Confronting the abuse, exploitation, and manipulation of personal data collected via internet use is one of society’s great challenges. The legal and economic issues related to the property rights of these harvested data have implications for topics including personal safety, firm profitability, and consumer welfare. Moreover, targeted misinformation campaigns which exploit such data, combined with the web's unparalleled capacity to reach and influence a specified audience, represents a danger to the world's democracies. As we prepare for generation 3.0 of the web, a panel of experts discussed many of the extraordinarily urgent questions which will accompany its arrival.
This event was co-sponsored by the Georgetown University Global Economic Challenges Network, Sciences Po, and the McCourt Institute.
Anupam Chander is the Scott K. Ginsburg Professor of Law and Technology at Georgetown Law. He is an expert on the global regulation of new technologies. A graduate of Harvard College and Yale Law School, he clerked for Chief Judge Jon O. Newman of the Second Circuit Court of Appeals and Judge William A. Norris of the Ninth Circuit Court of Appeals. He practiced law in New York and Hong Kong with Cleary, Gottlieb, Steen, and Hamilton. A member of the American Law Institute, he has served on the executive council of the American Society of International Law, where he co-founded the International Law and Technology Interest Group. Chander is the author of The Electronic Silk Road (2013) and recipient of Google Research Awards and an Andrew Mellon grant on the topic of surveillance.
Sergei Guriev (moderator) is the provost of Sciences Po. Previously, Guriev was on the tenure-track and tenured faculty of the New Economic School, Moscow, and served as the school’s rector from 2004 to 2013. From 2016 to 2019, he was the chief economist at the European Bank for Reconstruction and Development. His publications include more than 40 research articles in international academic journals, 15 book chapters, and the book Spin Dictators: The Changing Face of Tyranny in the 21st Century (2022, co-authored with Daniel Treisman). He graduated from Moscow Institute of Physics and Technology with a master of science summa cum laude. In 1994, he received a Ph.D. (candidate of science) degree in physics and mathematics. In 2002, Guriev became a doctor of science in economics.

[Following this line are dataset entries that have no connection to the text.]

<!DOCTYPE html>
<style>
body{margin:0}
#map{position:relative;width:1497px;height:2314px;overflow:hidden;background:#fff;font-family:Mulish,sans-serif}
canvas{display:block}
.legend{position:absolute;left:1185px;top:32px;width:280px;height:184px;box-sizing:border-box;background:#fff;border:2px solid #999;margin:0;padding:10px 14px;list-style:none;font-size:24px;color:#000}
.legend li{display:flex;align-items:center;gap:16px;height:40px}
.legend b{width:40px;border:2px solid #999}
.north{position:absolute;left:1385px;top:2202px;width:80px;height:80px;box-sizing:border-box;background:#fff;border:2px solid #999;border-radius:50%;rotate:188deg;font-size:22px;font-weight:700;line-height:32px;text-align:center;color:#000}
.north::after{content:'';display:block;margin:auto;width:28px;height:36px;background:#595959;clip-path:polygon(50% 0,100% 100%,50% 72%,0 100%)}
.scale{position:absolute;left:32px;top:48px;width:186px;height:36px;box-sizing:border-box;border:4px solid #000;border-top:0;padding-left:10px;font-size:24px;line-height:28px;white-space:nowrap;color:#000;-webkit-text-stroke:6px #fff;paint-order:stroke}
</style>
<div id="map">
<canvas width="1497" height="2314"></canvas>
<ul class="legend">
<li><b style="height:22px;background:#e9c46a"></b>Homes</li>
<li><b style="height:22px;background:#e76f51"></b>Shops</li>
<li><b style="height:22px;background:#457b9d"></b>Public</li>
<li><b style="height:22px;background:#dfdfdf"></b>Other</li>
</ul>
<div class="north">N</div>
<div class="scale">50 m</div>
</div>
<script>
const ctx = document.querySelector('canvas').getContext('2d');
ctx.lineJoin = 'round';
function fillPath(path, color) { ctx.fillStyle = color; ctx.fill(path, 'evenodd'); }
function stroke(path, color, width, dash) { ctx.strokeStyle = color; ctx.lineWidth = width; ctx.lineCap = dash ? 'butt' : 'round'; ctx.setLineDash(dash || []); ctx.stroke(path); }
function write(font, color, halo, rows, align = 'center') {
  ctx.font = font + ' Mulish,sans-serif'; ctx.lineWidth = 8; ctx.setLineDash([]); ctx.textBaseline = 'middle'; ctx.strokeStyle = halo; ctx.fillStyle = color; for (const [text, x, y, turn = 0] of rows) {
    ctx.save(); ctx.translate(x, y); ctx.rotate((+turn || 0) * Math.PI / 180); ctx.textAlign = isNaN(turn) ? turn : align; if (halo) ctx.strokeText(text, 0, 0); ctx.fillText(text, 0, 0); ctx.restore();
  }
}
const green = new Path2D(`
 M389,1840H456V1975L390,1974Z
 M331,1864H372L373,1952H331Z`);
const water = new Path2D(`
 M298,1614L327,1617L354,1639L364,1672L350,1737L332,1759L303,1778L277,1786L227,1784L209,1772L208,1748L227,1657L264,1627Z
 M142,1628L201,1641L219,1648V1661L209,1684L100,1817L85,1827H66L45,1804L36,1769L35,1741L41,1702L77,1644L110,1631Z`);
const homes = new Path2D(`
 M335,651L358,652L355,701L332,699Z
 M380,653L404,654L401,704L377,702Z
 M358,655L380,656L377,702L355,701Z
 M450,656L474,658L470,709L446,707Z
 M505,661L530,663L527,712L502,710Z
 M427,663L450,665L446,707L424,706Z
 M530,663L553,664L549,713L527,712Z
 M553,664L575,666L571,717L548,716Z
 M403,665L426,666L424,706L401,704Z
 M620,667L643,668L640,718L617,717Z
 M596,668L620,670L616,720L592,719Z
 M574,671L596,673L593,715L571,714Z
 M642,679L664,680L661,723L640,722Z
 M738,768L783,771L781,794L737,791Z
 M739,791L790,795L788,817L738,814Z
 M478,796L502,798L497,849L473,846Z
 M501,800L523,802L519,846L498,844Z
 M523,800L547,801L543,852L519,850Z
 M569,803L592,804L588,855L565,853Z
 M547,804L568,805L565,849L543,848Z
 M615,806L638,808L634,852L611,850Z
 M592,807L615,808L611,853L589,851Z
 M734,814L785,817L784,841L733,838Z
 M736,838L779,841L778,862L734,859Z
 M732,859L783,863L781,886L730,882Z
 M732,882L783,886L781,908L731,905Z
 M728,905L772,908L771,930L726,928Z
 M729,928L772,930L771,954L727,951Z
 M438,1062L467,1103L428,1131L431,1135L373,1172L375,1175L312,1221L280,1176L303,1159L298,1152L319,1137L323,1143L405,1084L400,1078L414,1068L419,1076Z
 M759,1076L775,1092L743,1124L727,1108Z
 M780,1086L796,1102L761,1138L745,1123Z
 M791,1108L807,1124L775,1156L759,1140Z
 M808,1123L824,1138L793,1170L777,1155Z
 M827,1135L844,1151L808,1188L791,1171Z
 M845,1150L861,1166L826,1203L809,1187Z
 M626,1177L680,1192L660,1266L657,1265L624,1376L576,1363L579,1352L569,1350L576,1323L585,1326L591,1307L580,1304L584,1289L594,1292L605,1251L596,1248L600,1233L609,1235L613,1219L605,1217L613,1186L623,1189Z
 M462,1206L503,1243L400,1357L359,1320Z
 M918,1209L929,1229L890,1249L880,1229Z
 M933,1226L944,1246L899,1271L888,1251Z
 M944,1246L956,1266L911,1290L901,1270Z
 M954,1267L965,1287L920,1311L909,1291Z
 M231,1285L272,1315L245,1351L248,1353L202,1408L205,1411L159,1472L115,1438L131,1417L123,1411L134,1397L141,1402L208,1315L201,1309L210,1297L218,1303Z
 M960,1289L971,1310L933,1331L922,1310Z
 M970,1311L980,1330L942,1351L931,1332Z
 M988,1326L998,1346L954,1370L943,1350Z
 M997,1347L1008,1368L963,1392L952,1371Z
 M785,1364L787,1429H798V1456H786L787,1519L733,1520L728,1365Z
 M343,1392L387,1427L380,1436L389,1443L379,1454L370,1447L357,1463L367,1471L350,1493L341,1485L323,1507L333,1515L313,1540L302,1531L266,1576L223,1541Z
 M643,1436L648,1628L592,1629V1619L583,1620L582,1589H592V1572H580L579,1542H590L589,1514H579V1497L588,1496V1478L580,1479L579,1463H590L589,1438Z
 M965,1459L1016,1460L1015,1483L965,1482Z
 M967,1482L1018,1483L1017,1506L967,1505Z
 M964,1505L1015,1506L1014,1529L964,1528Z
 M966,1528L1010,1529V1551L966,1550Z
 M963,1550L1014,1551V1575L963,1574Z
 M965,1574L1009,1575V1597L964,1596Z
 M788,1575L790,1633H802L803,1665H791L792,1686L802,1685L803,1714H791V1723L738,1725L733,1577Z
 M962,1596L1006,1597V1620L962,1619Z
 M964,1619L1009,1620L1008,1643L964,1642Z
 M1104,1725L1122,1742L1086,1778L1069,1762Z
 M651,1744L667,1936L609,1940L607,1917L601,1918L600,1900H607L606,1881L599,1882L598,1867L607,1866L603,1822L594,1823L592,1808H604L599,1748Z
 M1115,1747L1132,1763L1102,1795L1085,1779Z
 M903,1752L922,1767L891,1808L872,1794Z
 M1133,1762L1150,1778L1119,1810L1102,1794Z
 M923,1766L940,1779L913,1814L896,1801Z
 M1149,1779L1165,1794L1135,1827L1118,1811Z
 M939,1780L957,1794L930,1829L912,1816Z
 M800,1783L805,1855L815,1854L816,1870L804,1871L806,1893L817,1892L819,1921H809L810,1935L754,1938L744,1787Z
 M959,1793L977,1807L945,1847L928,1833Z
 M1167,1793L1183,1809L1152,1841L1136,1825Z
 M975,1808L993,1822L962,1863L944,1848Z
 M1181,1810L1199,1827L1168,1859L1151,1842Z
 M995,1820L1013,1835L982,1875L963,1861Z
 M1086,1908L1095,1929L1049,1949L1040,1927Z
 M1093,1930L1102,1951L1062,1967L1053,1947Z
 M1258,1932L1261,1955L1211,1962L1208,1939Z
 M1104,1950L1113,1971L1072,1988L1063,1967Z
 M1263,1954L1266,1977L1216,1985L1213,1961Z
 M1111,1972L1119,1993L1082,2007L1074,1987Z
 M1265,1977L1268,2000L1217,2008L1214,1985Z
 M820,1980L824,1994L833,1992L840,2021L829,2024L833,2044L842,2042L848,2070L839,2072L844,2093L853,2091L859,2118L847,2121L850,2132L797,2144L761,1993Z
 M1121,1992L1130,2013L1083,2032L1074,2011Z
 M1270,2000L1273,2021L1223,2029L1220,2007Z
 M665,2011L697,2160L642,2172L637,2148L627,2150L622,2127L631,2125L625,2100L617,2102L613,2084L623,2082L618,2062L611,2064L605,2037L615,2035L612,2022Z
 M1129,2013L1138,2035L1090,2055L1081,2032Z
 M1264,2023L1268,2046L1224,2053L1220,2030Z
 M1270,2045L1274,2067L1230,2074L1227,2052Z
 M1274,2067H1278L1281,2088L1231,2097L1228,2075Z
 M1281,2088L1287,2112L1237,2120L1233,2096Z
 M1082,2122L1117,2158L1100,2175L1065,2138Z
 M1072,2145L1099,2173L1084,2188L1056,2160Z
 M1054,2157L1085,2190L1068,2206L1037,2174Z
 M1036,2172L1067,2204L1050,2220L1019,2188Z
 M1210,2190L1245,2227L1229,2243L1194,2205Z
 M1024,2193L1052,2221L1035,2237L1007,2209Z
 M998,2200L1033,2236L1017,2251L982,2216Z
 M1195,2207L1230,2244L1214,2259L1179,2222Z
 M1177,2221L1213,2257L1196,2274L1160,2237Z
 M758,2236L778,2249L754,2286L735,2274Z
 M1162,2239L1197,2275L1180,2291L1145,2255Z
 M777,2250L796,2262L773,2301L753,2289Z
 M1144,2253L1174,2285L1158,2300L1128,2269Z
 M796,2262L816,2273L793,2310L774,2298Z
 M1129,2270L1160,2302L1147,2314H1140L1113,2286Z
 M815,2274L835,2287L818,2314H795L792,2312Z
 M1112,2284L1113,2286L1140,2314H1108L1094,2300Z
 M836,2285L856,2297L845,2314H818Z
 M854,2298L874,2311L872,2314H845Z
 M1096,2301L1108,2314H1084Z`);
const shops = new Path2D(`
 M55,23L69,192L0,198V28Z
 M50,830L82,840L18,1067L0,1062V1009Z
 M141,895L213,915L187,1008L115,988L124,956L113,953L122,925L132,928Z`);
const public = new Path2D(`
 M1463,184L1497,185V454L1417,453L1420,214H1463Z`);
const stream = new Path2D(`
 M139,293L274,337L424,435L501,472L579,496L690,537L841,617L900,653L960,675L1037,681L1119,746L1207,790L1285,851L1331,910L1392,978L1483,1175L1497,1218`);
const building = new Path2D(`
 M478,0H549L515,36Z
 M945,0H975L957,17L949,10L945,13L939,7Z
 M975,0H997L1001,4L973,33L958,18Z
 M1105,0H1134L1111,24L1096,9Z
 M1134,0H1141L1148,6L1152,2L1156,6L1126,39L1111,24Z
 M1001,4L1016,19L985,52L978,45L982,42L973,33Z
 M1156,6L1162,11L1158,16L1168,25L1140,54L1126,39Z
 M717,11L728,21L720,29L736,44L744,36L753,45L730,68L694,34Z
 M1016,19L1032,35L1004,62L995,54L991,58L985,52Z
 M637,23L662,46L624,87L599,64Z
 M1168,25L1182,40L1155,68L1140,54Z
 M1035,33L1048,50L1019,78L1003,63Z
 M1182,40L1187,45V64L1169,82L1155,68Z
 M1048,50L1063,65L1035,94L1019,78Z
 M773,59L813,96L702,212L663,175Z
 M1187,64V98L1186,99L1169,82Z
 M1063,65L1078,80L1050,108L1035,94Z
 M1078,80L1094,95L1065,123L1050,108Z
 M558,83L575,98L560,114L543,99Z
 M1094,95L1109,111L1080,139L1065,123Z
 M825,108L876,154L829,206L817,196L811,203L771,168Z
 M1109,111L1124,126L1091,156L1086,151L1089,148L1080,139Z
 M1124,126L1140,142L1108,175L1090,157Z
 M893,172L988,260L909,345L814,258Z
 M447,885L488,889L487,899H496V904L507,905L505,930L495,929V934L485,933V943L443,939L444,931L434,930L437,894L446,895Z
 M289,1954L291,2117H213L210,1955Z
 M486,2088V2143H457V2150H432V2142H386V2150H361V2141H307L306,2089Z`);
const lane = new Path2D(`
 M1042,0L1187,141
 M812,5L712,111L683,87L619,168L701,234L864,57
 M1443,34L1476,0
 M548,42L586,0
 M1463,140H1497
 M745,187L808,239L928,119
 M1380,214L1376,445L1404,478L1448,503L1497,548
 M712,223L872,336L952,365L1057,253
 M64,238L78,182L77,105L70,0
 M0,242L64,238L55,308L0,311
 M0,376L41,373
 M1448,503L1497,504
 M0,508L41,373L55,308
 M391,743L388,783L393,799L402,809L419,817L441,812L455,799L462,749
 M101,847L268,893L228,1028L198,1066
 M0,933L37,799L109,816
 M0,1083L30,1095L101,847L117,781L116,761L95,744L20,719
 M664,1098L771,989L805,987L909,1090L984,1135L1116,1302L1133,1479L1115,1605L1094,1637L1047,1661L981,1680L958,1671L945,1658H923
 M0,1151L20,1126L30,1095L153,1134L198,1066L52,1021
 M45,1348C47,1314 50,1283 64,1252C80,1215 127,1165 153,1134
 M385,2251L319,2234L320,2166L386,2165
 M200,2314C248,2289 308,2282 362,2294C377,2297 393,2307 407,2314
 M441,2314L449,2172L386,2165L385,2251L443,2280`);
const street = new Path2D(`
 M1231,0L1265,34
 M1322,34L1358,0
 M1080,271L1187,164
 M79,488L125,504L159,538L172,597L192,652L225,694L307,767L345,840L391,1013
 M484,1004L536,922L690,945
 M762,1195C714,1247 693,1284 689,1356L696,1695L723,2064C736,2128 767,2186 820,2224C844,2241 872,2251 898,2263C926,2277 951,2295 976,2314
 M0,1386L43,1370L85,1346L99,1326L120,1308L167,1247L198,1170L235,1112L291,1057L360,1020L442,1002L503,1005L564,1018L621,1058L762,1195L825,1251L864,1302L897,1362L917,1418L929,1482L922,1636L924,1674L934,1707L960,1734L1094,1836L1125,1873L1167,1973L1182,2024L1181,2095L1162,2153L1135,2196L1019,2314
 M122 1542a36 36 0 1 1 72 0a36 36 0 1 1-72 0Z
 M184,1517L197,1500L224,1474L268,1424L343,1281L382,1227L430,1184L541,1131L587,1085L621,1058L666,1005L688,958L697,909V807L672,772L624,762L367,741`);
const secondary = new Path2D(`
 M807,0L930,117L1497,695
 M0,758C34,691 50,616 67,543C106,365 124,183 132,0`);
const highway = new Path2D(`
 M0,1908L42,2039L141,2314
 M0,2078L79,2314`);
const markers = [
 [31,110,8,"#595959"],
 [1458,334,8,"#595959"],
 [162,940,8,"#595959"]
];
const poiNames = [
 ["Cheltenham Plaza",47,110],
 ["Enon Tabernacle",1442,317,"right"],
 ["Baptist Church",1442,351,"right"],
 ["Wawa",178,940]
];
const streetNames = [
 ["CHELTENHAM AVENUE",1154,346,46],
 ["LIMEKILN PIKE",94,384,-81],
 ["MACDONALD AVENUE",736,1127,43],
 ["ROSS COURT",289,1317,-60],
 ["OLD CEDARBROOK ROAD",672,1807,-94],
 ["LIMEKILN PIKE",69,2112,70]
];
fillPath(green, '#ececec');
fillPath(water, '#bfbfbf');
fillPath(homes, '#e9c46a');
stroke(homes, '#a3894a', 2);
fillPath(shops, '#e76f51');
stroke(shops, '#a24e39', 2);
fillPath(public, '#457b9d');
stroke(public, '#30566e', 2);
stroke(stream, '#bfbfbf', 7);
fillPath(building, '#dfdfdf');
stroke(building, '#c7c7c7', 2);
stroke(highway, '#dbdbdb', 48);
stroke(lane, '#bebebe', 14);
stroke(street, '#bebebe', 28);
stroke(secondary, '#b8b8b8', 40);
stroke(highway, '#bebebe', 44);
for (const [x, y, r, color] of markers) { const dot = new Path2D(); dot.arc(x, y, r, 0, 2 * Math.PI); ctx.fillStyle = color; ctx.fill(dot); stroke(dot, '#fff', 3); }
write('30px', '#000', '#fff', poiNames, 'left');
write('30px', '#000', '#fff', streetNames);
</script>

Frances Haugen is an advocate for accountability and transparency in social media. She holds a degree in electrical and computer engineering from Olin College and an MBA from Harvard University. In 2019, she was recruited by Facebook to be the lead product manager on the civic misinformation team, which dealt with issues related to democracy and misinformation, and later also worked on counter-espionage. During her time at Facebook, Haugen became increasingly alarmed by the choices the company makes prioritizing their own profits over public safety and putting people's lives at risk. As a last resort and at great personal risk, Haugen made the courageous decision to blow the whistle on Facebook. The initial reporting was done by the Wall Street Journal in what became known as “The Facebook Files.”
Nathaniel Persily is the James B. McClatchy Professor of Law at Stanford Law School, with appointments in the Departments of Political Science, Communication, and the Freeman Spogli Institute for International Studies. Persily’s scholarship and legal practice focus on U.S. election law, what is sometimes called the “law of democracy,” which addresses issues such as voting rights, political parties, campaign finance, redistricting, and election administration. Persily is co-author of the leading election law casebook, The Law of Democracy (2016, 5th ed., with Samuel Issacharoff, Pamela Karlan, and Richard Pildes). He received a B.A. and M.A. in political science from Yale in 1992, a J.D. from Stanford in 1998 where he was president of the Stanford Law Review, and a Ph.D. in political science from the University of California, Berkeley in 2002.
Bryan Rich leads global artificial intelligence for public sector at Accenture. He has 25 years of experience across media technology and consulting related to issues of data attribution, authentication, and verification. He was a Nieman Fellow of Journalism at Harvard University and went on to teach the first digital journalism course at Harvard in 1999. He founded and sold two companies dedicated to analyzing news and unstructured text using novel rule-based and artificial intelligence methods to detect and correlate patterns between entities, sources, and topics. He previously worked as a TV and radio producer. Rich is recently focused on Web3.0 as a new and cost-effective way to authenticate, protect, and govern large amounts of data and on reducing the digital divide between the private and public sectors as it relates to data privacy and resilience.